【完結】片想い結婚〜同期からのプロポーズは突然の一夜で〜


 俺が会社に入社したての頃、俺は桃子に「なあ、飯でも食いに行かない?」と誘ったことがあった。
 そしたらなぜか、桃子は俺に対して「はっ? もしかしてナンパしてる?」と居心地悪そうに聞いてきたことがあった。

 俺は「ちげぇよ。ただ普通に聞いただけだから」と言ったけど、今思うとあれは本当はナンパだったのかもしれない。

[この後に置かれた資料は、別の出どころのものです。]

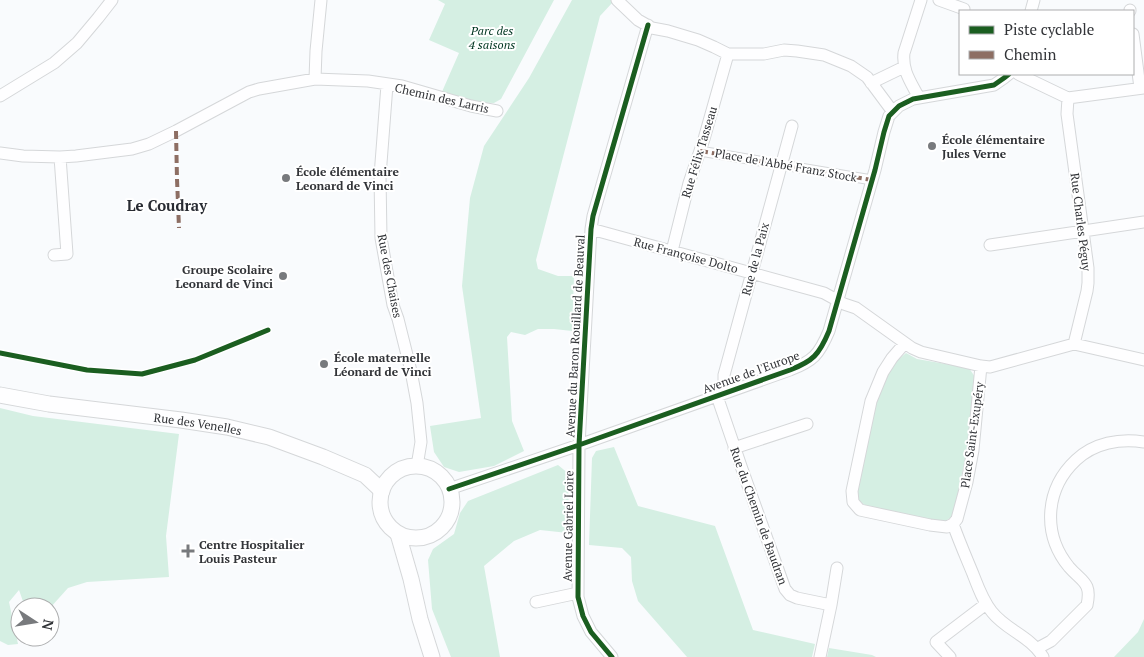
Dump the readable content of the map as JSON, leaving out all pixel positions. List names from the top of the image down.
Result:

 桃子のことを意識し始めたのは、いつからだっただろう。よく覚えていない。
 気が付いたらいつ間にか、桃子のことが気になっていたんだ。 

 好きだと気付いてアプローチしたけど、なかなか気付いてもらえなかった。
 ようやく実って桃子と結婚出来たのは、ある意味奇跡だろう。

「桃子、もっかい愛してるって言って」

「はっ?イヤよ。 さっき言ったじゃん」

 やっぱりツンデレだな、桃子は。そこがいいんだけど。

「もっかい聞きたいんだけど」

 その返答に「じゃあ後で言ってあげるよ」と言葉を返す桃子。

「後でっていつだよ?」

「そのうち」

「そのうちっていつだよ?」

 しつこく聞き返すと、桃子は「そのうちはそのうちだから」と冷たくそう返した。